Embora um único processo de inventário (judicial ou extrajudicial) possa, em tese, abarcar a transmissão de bens decorrentes de várias sucessões/várias mortes, por meio de sobrepartilha ou inventário conjunto, é fundamental compreender que a cobrança de impostos e emolumentos cartorários incidirá sobre cada transmissão. O Imposto sobre Transmissão Causa Mortis e Doação (ITCMD), por exemplo, tem como fato gerador a transmissão da propriedade por herança, sendo devido para cada falecido e seus respectivos herdeiros. Assim, mesmo que a tramitação seja unificada, os custos tributários e registrais são calculados individualmente para cada elo da cadeia sucessória, o que pode tornar o processo bem oneroso e complexo. Cabe anotar que muitas vezes a tributação vem ainda mais voraz já que acompanha de multa pelo atraso da regularização.

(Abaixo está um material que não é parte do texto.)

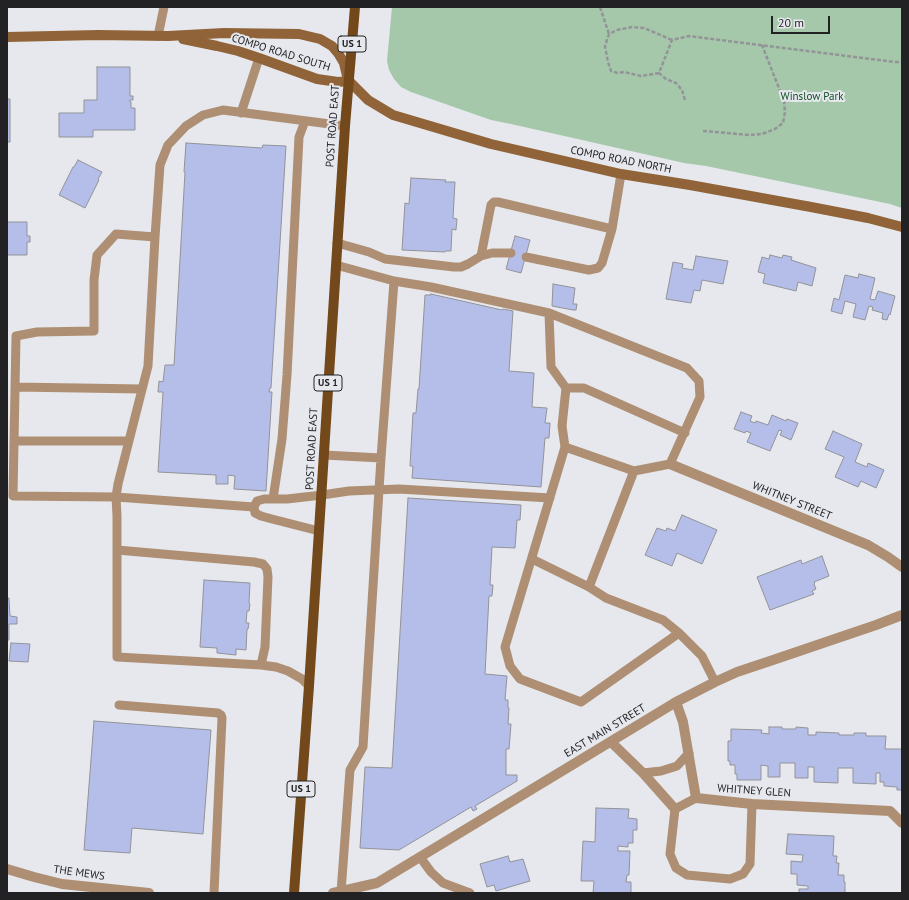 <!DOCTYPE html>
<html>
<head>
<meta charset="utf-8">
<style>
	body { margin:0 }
	#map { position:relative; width:909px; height:900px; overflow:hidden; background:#e6e8ed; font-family:"PT Sans",sans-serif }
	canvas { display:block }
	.frame { position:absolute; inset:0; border:8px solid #222225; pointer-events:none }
	.scale { position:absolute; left:771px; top:16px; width:59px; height:18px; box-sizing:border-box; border:2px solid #222225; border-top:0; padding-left:5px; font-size:12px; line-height:14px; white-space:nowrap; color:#222225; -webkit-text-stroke:3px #e6e8ed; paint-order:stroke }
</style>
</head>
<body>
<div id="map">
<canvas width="909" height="900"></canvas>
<div class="frame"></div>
<div class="scale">20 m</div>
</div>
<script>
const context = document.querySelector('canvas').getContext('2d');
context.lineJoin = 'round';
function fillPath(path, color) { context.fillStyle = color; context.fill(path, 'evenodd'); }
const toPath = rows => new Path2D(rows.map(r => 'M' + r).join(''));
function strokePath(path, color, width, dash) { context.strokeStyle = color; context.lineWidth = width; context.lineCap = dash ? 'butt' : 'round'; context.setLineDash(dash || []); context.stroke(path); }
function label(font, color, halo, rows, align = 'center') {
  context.font = font + ' "PT Sans",sans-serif'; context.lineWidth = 4; context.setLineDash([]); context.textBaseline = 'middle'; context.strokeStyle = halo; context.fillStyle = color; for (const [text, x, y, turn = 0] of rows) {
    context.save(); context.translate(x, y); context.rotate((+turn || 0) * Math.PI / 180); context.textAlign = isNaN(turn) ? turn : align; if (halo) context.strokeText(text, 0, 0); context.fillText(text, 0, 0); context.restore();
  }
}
fillPath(toPath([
	[392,7,902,7,902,208,890,204,706,166,684,163,511,124,491,120,411,92,401,87,394,79,389,70,387,61]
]), '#a5c8aa');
const building = toPath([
	[97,67,130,67,130,96,133,96,133,100,130,100,130,102,131,102,131,108,135,108,135,130,93,130,93,137,59,137,59,113,84,113,84,100,97,100,97,67],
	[7,99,10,99,10,142,7,142,7,99],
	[186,143,262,148,263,145,286,146,271,388,270,388,269,392,272,392,266,491,234,489,235,476,228,475,228,484,216,484,216,475,158,472,163,392,158,392,159,381,163,382,165,365,174,365,185,172,184,172,186,143],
	[78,160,102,172,98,179,99,180,85,208,59,195,73,167,74,167,78,160],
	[411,178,446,180,445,182,455,182,453,218,457,219,456,230,452,229,451,251,445,251,445,252,402,250,405,203,409,204,411,178],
	[7,222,27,222,27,236,30,236,30,242,27,242,27,255,7,255,7,222],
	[515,236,530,240,521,273,506,269,515,236],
	[770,255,782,258,783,255,792,257,791,260,816,268,812,286,798,282,796,291,763,283,765,274,758,272,762,257,769,259,770,255],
	[696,256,728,261,723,284,702,280,700,291,694,290,691,303,666,299,673,262,683,264,682,268,693,270,696,256],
	[859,274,875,278,870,299,875,300,878,291,895,296,890,315,889,314,887,320,882,319,883,313,872,310,873,307,869,306,865,320,853,317,856,304,845,301,842,314,831,311,834,298,839,300,845,275,858,278,859,274],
	[553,284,575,288,573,304,577,304,576,310,573,310,552,306,553,284],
	[431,294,502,310,503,309,513,311,509,371,534,373,532,407,547,408,545,423,550,423,549,438,545,438,541,487,412,478,413,466,410,466,413,413,416,413,418,389,419,389,425,295,431,295,431,294],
	[741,412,752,416,750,421,755,423,756,421,768,425,772,415,786,421,787,419,798,423,791,440,780,435,782,431,779,430,770,451,747,442,751,433,746,431,745,433,734,429,741,412],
	[833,431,862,444,855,462,867,467,868,463,884,470,876,488,861,481,858,487,835,477,844,457,825,449,833,431],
	[408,498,521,505,520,520,517,520,515,548,492,547,490,585,493,585,492,596,489,596,485,674,507,676,505,700,508,700,508,708,509,708,508,724,511,724,509,749,506,749,506,775,517,775,517,781,475,806,477,809,473,811,471,807,399,850,360,848,365,767,392,768,408,498],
	[682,515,717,530,702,564,677,553,672,566,645,555,657,528,666,531,667,528,675,531,682,515],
	[822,556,829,576,814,582,815,583,814,584,816,589,812,591,814,594,770,610,757,577,801,560,802,564,822,556],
	[204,580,250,583,249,603,250,604,249,611,247,611,246,623,249,623,248,629,247,629,246,650,236,649,236,655,217,653,217,648,200,647,204,580],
	[7,597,7,598,9,598,10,616,17,617,17,624,9,624,9,640,7,640,7,597],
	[11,643,30,644,28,662,9,661,11,643],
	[94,721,211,730,203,834,132,828,130,853,84,850,94,721],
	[769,727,782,727,782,729,796,729,796,727,808,728,808,735,816,735,816,732,839,733,839,735,854,735,854,733,866,733,866,736,886,736,885,749,902,749,902,790,897,790,897,787,884,786,884,782,880,782,880,773,876,773,876,784,853,783,853,768,838,768,838,783,814,782,814,767,808,767,808,778,795,778,795,763,780,763,780,777,768,777,768,766,761,765,761,780,737,780,737,774,735,774,735,765,730,765,730,761,728,761,728,741,731,741,731,729,762,730,761,733,769,734,769,727],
	[596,808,629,809,628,818,637,819,637,830,633,830,633,843,628,843,628,847,618,846,618,851,630,851,629,875,627,875,626,882,631,882,631,893,593,893,594,881,581,881,583,841,595,842,596,808],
	[788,834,834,836,833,856,837,856,836,863,839,863,838,875,844,875,844,882,845,882,845,893,793,893,799,893,799,889,808,889,808,886,797,885,797,874,791,874,791,861,802,862,803,855,786,854,788,834],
	[508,856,510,862,523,859,530,881,496,891,494,885,487,887,480,864,508,856]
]);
fillPath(building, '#b4bee9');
strokePath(building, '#919398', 1);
strokePath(toPath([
	[600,7,609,34],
	[659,73,641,76,624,72,618,73,611,71,608,62,605,46,609,34,617,30,632,27,644,28,672,40],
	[685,100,682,90,676,83,666,79,659,73,672,40,689,36,894,62,902,62],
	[703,131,750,135,762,134,775,129,783,123,785,112,784,101,762,45]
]), '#939498', 2.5, [4, 2]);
strokePath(toPath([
	[158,36,164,7],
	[241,113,259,58],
	[155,237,116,234,97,255,94,280,94,331,37,332,16,336,13,496,116,497,254,507],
	[337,243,369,252,385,259,454,267,461,267,468,264,481,256,492,253,511,253],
	[481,256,491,205,494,202,498,202,612,229,621,174],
	[526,257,589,270,598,268,602,263,612,229],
	[336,265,394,281,431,287,549,313,687,368,699,381,700,397,670,464,634,471,565,447,562,426,566,388,551,367,549,313],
	[15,387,142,389],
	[566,388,584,388,685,433],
	[14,441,128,441],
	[565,447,505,647,510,666,520,679,581,702,679,633],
	[324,455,381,458],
	[273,499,282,439,287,375,299,137,305,121],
	[319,531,272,519,261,516,255,513,254,507,257,501,264,499,287,499,322,495,349,491,399,489,550,498],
	[117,550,254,562,263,564,267,569,268,577,265,647,261,665],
	[532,559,589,587,606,598,663,620,679,633,702,656,715,682],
	[589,587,634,471],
	[309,686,302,679,288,671,276,667,261,665,117,657,117,516,116,497,118,484,148,366,155,237,160,165,168,145,186,126,203,115,223,110,345,126],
	[119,705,218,713,221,715,222,718,214,893],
	[643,773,661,771,677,766,689,753],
	[696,798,675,809,670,854,676,868,687,875,730,879,743,874,750,864,752,804],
	[420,857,431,872,443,883,470,893],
	[341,892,350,770,363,747,381,458,394,281]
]), '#ae8f73', 9);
strokePath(toPath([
	[670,464,868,545,888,557,902,567],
	[676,702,683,722,696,798,752,804,890,811,902,823],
	[611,742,643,773,675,809],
	[7,869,34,877,62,884,149,893],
	[333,893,377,883,676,702,715,682,737,672,770,661,876,625,902,615]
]), '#ae8f73', 10);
strokePath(toPath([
	[7,37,98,35,168,36,224,33,299,34,320,39,332,46,338,53,344,63,348,80],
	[183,39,217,46,238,51,259,58,317,79,338,82,349,81],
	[349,81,368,100,393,115,491,144,621,174,690,185,811,207,868,218,902,227]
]), '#906338', 10);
strokePath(toPath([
	[294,893,309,686,345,126,355,7]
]), '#73481b', 10);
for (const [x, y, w] of [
	[352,44,28],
	[328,383,28],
	[301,789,28]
]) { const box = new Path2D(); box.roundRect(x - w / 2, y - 8, w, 16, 3); context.fillStyle = '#e6e8ed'; context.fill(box); strokePath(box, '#222225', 1); }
label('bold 10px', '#222225', null, [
	["US 1",352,44],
	["US 1",328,383],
	["US 1",301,789]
]);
label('11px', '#222225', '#e6e8ed', [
	["COMPO ROAD SOUTH",281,53,17],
	["POST ROAD EAST",333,126,-86],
	["COMPO ROAD NORTH",621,160,11],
	["POST ROAD EAST",312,449,-87],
	["WHITNEY STREET",792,501,22],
	["EAST MAIN STREET",605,731,-31],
	["WHITNEY GLEN",754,791,4],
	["THE MEWS",79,873,8]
]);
label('11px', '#114d23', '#e6e8ed', [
	["Winslow Park",812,97]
]);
</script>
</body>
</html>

Diante da complexidade e dos custos dos inventários sucessivos, a Usucapião surge como uma aparente alternativa. Contudo, a aplicação da Usucapião em bens de herança é um tema delicado, que gera divergência e cautela no meio jurídico. Tradicionalmente, muitos tribunais brasileiros não admitem o manejo da Usucapião por um herdeiro contra os demais co-herdeiros, sob o argumento de que a herança é um condomínio pro indiviso e a posse de um herdeiro seria mera tolerância ou posse em nome da coletividade, descaracterizando o "animus domini" exclusivo necessário à Usucapião. Expressamente muitas decisões afirma categoricamente que a via da Usucapião é inadequada. Recente decisão do TJMG exemplifica:
"TJMG. 61352454420158130024. J. em: 01/10/2024. APELAÇÃO CÍVEL - AÇÃO DE USUCAPIÃO EXTRAORDINÁRIA - IMÓVEL OBJETO DE HERANÇA - AQUISIÇÃO DERIVADA DA PROPRIEDADE - AUSÊNCIA DE INVENTÁRIO - PARTILHA NÃO EFETIVADA - PRINCÍPIO DA SAISINE - FALTA DE INTERESSE DE AGIR - VIA INADEQUADA - EXTINÇÃO DO PROCESSO SEM JULGAMENTO DE MÉRITO - APELOS DESPROVIDOS - DISPOSITIVO ALTERADO DE OFÍCIO A usucapião é meio pelo qual se busca o reconhecimento do domínio por aquisição originária da propriedade em razão do tempo de posse com o ânimo de dono, já o direito de saisine já faz dono o sucessor, por aquisição derivada, bastando, tão somente, a regularização do título. A ação de usucapião não pode ser utilizada como meio indireto para a transmissão da posse e da propriedade de bem imóvel objeto de herança, não servindo, portanto, para regularizar título de domínio, malgrado eventual anuência dos demais co-herdeiros para esse fim. O reconhecimento da usucapião entre herdeiros é possível, desde que já tenha sido realizado o inventário dos bens. Não sendo este o caso, o processo deve ser extinto sem julgamento de mérito, em razão da inadequação da via eleita ao reconhecimento da propriedade. Apelos desprovidos. Dispositivo alterado de ofício."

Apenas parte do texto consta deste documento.